Screening to counter the Ebola threat has started at Britain's biggest airport as David Cameron admitted the system put in place was far from perfect.

The first passengers arriving at Heathrow Terminal 1 after taking indirect flights from West Africa have been questioned to establish any potential exposure to the disease, and had their temperature taken.

The system is expected to be extended to Gatwick and St Pancras Eurostar station in London over the next week.

But public health and Border Force officials admitted there is no fixed plan to deal with people who have visited affected countries, but decline to give details or have their temperature taken.

The Prime Minister told LBC Radio: "Of course we won't catch everybody, of course screening can never be perfect, but it is worthwhile putting in checks.

Sorious Samura, 51, one of the first to undergo the checks, branded them a "joke" after passport staff only realised he had come from Liberia via Brussels when he told them.

Dr Paul Cosford, director at Public Health England, said passengers who boarded an indirect flight to the UK from Liberia, Guinea or Sierra Leone would be automatically flagged at passport control.

But he declined to say that screening would be "mandatory" for those individuals, likely to number a few hundred a month.

"This is a set-up process," he said. "We will be learning from the experience today and over coming days as to how it is working.

"The principle benefit is about distributing information to people about how to contract, the symptoms to look out for, and who to contact in the event that they do get symptoms when they are in this country."

Dan O'Mahoney, chief of staff at the Border Force, said there was no "script" for dealing with unhelpful passengers.

The move came as a United Nations medical worker died in hospital in Germany after contracting Ebola while working in Liberia.

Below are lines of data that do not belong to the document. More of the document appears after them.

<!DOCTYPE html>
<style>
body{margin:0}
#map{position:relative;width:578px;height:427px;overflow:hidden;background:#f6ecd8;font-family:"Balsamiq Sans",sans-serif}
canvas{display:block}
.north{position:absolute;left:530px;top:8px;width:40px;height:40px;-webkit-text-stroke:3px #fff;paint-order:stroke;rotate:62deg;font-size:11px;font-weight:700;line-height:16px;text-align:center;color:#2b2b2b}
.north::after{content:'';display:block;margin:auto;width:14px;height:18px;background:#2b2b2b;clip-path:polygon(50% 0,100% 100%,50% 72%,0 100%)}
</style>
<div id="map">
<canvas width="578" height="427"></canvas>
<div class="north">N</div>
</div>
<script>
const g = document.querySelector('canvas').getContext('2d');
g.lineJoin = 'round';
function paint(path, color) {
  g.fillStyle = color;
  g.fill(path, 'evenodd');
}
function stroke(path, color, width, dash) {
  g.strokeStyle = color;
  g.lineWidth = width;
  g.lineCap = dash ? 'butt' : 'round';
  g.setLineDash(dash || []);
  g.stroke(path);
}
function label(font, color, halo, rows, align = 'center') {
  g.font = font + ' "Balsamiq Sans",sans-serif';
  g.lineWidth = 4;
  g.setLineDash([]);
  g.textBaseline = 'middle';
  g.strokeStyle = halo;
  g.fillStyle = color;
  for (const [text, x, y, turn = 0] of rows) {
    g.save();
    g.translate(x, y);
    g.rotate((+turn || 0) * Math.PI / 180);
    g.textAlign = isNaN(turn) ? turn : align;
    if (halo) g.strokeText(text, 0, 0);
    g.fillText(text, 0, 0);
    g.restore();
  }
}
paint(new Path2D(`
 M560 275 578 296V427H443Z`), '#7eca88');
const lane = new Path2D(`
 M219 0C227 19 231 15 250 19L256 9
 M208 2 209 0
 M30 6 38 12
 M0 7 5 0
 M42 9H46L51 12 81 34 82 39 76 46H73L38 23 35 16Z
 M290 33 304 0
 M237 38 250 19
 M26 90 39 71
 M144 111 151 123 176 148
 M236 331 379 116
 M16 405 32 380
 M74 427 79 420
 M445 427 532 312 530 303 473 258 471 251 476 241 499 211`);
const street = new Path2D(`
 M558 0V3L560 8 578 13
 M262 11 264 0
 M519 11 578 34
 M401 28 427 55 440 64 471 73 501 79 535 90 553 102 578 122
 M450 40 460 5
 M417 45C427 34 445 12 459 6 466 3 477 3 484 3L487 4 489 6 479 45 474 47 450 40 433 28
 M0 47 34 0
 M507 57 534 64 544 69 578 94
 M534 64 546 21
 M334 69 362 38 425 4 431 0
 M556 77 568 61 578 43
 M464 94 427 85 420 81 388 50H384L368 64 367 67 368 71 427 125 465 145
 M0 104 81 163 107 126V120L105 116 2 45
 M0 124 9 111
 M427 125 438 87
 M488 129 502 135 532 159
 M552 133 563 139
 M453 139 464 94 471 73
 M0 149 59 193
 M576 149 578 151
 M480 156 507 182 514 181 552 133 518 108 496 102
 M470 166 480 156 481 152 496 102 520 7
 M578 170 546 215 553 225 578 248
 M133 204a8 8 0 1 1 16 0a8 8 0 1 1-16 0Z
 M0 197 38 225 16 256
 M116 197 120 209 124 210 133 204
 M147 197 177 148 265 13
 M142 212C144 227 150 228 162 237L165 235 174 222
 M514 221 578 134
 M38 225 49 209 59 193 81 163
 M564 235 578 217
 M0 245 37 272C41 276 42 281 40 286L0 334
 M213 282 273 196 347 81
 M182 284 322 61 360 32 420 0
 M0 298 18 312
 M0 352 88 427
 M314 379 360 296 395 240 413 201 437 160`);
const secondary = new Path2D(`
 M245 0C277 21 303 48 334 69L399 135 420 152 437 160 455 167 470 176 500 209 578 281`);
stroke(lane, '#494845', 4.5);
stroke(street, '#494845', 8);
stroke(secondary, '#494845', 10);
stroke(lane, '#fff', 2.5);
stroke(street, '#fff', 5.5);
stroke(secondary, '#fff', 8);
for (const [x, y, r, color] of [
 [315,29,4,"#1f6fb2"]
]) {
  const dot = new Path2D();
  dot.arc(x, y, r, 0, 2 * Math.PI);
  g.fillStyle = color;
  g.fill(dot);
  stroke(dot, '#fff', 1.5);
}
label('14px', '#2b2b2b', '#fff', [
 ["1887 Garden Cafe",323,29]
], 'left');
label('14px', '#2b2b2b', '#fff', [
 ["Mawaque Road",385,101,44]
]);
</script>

In Madrid, nurse's assistant Teresa Romero Ramos, the first person to contract the virus in Europe, is doing better, but still in a serious condition. A nurse in Texas, who contracted it from a patient, is also said to be 'doing well,' officials said.

A total of 8,914 cases of Ebola have now been reported in west Africa, including 4,447 deaths, but The World Health Organisation said the spread of the disease may be slowing in some areas.

l A team from the public health protection unit of NHS Greater Glasgow and Clyde attended Glasgow Airport yesterday after fears were raised about the condition of a passenger from an in-bound flight. The person did not show signs of the disease and continued their journey.